Events

Research in Wireless Networking @ FUNLAB

Lecture / Panel
 
For NYU Community

Speaker: Professor Sumit Roy

Faculty Host: Professor Shivendra Panwar

Abstract

This talk will present an overview of my current research that involve design and performance evaluation resulting from emergent application scenarios involving wireless networks. I will describe recent results at the intersection of Network Coding, Compressive Sampling and Tomography.

Network Coding, Network Tomography & Compressive Sensing
Network tomography seeks to infer internal link status parameters (such as delay) through  end-to-end measurements at (external) boundary nodes. As can be expected, such approaches generically suffer from identifiability; i.e., inability to uniquely identify individual link status for many typical network topologies. Background results characterizing network identifiability under end-to-end probing will be first presented.  We next introduce an innovative approach to tomography based on linear network coding at all internal nodes and provide sufficient conditions under which any logical network is guaranteed to be identifiable.

Typically, network monitoring seeks to identify the few (relative to total number of network edges) congested links at any instant. In the second part of this talk, we describe methods that exploit this inherent sparsity in the problem.  We establish a connection between network tomography problem and binary compressed sensing using expander graphs to:

  • provide conditions on the routing matrix of networks for which the network is k=1-identifiable.
  • derive upper-bounds on estimation error on link delay when network in 1-identifiable.

Time permitting, I will also provide brief overviews of my work in two other areas:

  • Data Dissemination in Vehicular Networks
  • RFID Sensor Networks & The Internet of Things

About the Speaker

Sumit Roy received the BTech degree from the Indian Institute of Technology (Kanpur) in 1983, and the MS and PhD degrees from the University of California (Santa Barbara), all in Electrical Engineering in 1985 and 1988 respectively, as well as an MA in Statistics and Applied Probability in 1988. Presently he is Assoc.
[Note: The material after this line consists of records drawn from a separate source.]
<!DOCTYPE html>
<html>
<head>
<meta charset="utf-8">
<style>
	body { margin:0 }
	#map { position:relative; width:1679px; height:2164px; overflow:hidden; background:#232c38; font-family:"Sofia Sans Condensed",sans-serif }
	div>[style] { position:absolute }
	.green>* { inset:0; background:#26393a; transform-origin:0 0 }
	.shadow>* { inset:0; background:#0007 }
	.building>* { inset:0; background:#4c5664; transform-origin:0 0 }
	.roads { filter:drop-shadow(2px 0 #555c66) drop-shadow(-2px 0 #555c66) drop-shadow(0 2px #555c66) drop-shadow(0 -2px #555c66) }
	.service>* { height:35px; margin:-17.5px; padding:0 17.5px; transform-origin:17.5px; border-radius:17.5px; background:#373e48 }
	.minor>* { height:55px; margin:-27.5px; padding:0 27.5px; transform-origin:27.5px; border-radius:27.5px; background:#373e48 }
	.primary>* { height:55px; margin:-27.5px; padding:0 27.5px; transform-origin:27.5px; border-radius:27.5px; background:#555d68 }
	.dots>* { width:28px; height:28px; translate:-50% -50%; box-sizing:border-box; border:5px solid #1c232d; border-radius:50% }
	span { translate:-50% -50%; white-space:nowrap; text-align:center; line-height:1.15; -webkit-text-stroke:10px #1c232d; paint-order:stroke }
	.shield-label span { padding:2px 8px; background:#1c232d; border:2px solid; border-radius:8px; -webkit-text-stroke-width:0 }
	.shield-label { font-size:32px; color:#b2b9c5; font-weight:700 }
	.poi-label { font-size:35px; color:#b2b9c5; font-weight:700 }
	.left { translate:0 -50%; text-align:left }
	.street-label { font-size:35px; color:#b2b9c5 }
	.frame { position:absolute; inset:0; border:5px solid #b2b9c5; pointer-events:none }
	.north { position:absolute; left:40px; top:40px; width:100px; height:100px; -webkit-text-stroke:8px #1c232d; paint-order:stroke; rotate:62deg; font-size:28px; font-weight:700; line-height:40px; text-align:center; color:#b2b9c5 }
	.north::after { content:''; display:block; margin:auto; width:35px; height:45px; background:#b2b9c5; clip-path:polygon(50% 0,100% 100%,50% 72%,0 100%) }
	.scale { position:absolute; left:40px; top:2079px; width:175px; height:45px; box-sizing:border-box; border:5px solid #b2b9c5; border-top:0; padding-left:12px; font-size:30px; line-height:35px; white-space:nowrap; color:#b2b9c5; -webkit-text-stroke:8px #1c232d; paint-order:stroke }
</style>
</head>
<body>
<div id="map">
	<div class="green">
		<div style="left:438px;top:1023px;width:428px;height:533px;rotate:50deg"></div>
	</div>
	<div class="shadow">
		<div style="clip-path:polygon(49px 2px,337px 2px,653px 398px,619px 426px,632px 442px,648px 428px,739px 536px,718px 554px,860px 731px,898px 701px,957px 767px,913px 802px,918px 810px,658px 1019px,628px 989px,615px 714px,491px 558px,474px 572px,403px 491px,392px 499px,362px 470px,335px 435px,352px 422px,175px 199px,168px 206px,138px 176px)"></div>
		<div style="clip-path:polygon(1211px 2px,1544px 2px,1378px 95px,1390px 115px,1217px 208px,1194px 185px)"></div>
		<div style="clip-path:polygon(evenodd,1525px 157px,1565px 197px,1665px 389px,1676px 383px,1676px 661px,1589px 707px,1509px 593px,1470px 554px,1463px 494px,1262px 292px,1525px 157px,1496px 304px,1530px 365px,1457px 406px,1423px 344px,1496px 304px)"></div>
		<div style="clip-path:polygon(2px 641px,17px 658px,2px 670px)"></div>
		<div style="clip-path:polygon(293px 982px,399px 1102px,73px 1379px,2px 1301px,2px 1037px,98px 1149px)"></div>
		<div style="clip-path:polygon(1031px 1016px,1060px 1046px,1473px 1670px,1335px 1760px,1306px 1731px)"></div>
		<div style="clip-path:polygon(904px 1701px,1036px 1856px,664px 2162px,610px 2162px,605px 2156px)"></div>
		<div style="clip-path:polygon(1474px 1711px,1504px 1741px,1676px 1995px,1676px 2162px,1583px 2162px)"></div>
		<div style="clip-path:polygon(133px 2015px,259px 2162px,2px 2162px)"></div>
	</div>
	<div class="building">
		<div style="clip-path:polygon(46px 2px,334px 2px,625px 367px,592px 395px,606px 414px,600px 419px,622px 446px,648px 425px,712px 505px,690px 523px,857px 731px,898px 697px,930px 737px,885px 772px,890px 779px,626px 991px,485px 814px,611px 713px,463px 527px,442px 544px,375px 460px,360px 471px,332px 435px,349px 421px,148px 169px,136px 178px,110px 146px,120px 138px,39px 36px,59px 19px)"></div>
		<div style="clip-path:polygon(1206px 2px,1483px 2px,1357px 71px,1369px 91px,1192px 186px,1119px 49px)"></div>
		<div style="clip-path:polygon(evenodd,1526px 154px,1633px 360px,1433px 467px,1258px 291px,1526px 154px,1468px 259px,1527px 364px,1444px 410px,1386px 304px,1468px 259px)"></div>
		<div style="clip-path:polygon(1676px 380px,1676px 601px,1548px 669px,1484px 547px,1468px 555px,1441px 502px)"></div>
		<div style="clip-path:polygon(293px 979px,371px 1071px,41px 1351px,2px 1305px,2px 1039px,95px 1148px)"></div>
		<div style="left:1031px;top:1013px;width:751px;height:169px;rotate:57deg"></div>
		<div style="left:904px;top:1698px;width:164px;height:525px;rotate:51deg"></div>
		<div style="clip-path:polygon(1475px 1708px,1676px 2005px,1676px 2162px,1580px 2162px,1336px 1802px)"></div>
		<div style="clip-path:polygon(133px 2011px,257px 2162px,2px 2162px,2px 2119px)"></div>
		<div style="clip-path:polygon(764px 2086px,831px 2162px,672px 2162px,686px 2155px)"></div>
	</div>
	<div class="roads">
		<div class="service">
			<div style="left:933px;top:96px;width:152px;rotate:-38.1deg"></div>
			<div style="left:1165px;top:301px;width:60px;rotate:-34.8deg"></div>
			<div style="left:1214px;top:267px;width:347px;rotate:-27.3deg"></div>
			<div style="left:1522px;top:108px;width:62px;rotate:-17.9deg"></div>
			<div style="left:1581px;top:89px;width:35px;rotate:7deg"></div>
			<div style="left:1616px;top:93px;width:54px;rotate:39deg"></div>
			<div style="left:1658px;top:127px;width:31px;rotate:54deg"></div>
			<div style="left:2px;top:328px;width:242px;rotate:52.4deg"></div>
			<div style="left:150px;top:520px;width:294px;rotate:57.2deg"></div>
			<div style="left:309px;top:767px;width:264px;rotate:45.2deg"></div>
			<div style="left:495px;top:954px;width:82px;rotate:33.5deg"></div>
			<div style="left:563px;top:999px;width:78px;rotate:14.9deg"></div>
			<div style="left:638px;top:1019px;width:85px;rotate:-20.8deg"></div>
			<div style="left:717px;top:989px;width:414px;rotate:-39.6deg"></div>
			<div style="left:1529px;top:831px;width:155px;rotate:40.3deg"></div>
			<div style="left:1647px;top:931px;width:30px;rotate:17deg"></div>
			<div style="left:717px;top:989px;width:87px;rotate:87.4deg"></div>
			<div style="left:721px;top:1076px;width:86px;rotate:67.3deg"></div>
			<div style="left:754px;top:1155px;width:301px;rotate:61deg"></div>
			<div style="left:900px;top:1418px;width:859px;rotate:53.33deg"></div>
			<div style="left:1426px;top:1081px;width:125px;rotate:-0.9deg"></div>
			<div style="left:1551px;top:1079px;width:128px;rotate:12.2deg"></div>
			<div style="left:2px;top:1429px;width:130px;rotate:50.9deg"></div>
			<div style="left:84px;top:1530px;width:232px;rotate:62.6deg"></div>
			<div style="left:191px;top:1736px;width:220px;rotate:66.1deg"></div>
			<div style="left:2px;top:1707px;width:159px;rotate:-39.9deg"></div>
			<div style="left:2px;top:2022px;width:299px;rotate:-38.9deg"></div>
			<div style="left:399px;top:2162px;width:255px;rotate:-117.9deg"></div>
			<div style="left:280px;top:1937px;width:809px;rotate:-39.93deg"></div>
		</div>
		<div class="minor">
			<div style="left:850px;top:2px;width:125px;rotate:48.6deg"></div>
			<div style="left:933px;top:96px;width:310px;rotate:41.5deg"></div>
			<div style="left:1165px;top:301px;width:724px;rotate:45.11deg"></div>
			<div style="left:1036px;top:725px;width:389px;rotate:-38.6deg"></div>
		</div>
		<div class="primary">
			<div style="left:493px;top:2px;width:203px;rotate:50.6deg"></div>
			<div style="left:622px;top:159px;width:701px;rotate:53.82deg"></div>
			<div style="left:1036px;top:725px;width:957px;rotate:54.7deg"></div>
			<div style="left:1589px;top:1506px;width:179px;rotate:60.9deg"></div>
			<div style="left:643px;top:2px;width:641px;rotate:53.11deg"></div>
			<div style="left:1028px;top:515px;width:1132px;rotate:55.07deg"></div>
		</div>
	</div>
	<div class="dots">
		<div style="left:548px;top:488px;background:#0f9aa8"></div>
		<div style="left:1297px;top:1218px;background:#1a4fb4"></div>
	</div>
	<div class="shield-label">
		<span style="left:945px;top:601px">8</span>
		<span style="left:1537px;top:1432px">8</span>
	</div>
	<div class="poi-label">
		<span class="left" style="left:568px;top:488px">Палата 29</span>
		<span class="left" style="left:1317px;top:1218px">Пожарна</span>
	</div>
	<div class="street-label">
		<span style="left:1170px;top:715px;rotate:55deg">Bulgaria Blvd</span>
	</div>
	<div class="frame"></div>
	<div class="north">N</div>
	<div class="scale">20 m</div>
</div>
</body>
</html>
Chair for Research and Prof. of Electrical Engineering, Univ. of Washington where his research interests include analysis/design of wireless communication and sensor network systems. His recent research emphasis includes wireless LANs (802.11) and wireless MANs (802.16), definition of multi-standard wireless inter-networking and cognitive radios, and sensor networking involving RFID technology and underwater acoustic networks.

He was elevated to IEEE Fellow in 2007 for “contributions to cross-layer design of wireless networks”. He spent 2001-03 on academic leave at Intel Wireless Technology Lab as a Senior Researcher engaged in systems architecture and standards development for ultra-wideband systems (Wireless PANs) and next generation high-speed wireless LANs. His activities for the IEEE Communications Society (ComSoc) includes membership of several technical and conference program committees. He has previously served as Associate Editor for IEEE Trans. Communications and IEEE Trans. on Wireless Communications and currently serves on the Editorial Board for IEEE Trans. Communications, IEEE J. Intelligent Transportation Systems and Wiley J. Wireless Communications and Mobile Computing.